La société Dujardin en déduit que leur relation n'était pas stable ni pérenne. Elle ajoute que les retards de la société Le Goff étaient nombreux et récurrents, ce qui n'était pas niée, et qu'elle ne pouvait se satisfaire de l'instabilité de son transporteur.

Réponse de la Cour

La relation, notion propre du droit des pratiques restrictives de concurrence qui n'implique aucun contrat et n'est soumise à aucun formalisme, peut se satisfaire d'un simple courant d'affaires. Elle est établie dès lors qu'elle présente un caractère suivi, stable et habituel laissant entendre à la victime de la rupture qu'elle pouvait raisonnablement anticiper, pour l'avenir, une certaine continuité du flux d'affaires avec son partenaire commercial (en ce sens, Com., 15 septembre 2009, n° 08-19.200 qui évoque "la régularité, le caractère significatif et la stabilité de la relation commerciale")

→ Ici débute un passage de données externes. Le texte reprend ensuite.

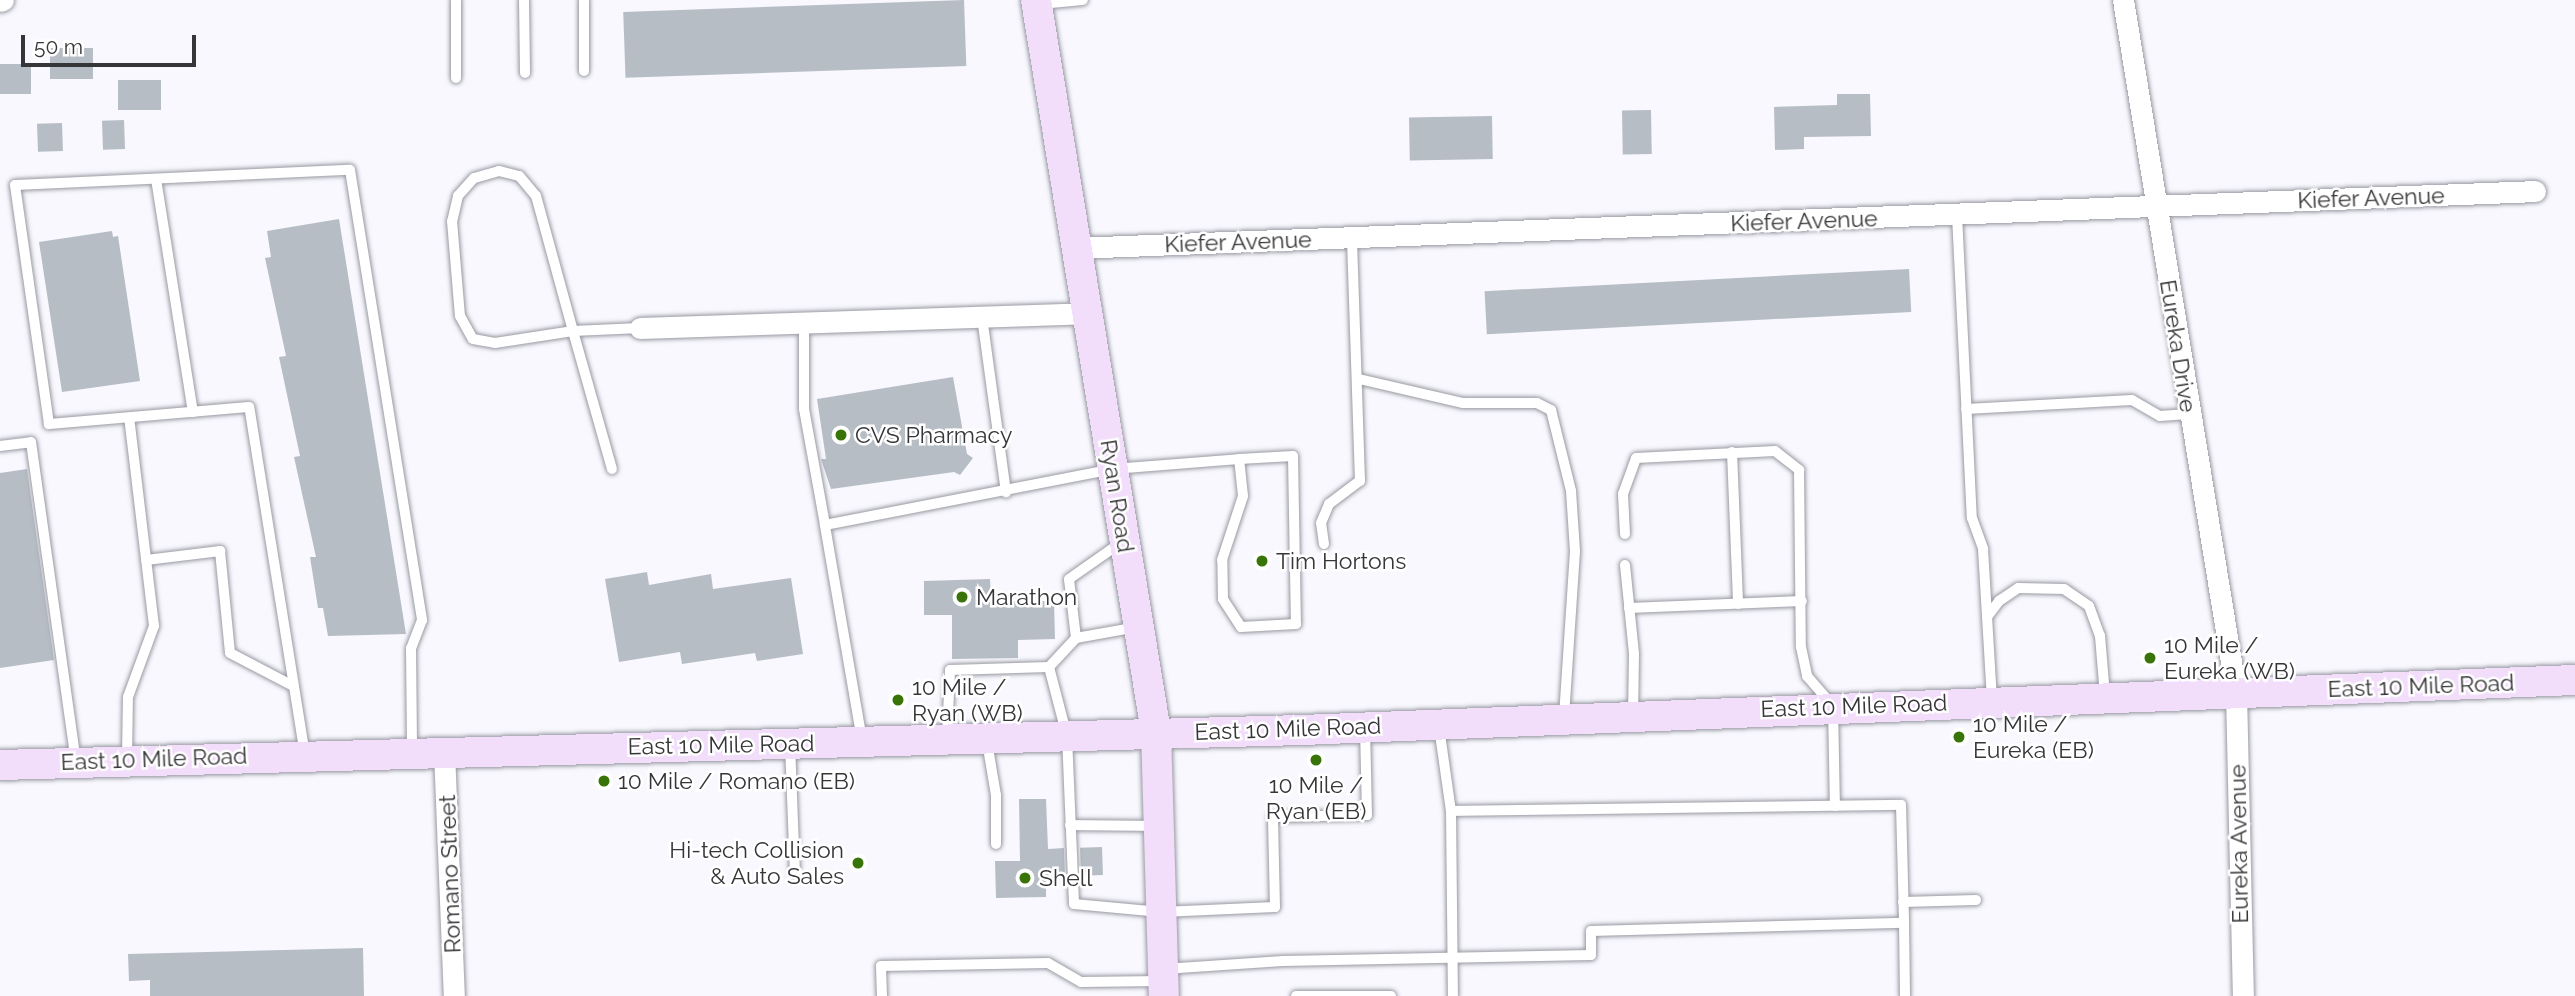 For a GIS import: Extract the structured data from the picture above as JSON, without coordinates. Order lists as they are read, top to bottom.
{
  "streets": {
    "main road": ["Ryan Road", "East 10 Mile Road"],
    "street": [
      "Kiefer Avenue",
      "Eureka Drive",
      "Eureka Avenue",
      "Romano Street"
    ]
  },
  "crossings": [
    ["Kiefer Avenue", "Eureka Drive"],
    ["Kiefer Avenue", "Ryan Road"],
    ["Eureka Drive", "East 10 Mile Road"],
    ["Eureka Drive", "Eureka Avenue"],
    ["Ryan Road", "East 10 Mile Road"],
    ["East 10 Mile Road", "Eureka Avenue"],
    ["East 10 Mile Road", "Romano Street"]
  ],
  "places": [
    "CVS Pharmacy",
    "Tim Hortons",
    "Marathon",
    "10 Mile / Eureka (WB)",
    "10 Mile / Ryan (WB)",
    "10 Mile / Eureka (EB)",
    "10 Mile / Ryan (EB)",
    "10 Mile / Romano (EB)",
    "Hi-tech Collision & Auto Sales",
    "Shell"
  ],
  "scale_bar": "50 m"
}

Au cas présent, les parties s'accordent sur le fait que les relations commerciales ont duré au moins 9 ans, ce qui implique un début en 2010/2011.

La société Le Goff ne conteste pas l'existence en 2012 d'un premier litige avec la société Dujardin, laquelle précise lui avoir retiré des transports pour les confier à la société Soletrans et ne les lui avoir à nouveau confiés que fin juillet 2013. Cependant, depuis cette date et jusqu'en septembre 2019, la société Dujardin a confié des prestations de transport à la société Le Goff de façon continue et substantielle, en dépit des retards et/ou dysfonctionnements qu'elle lui reprochait dans des courriels au cours des années 2017 et 2018.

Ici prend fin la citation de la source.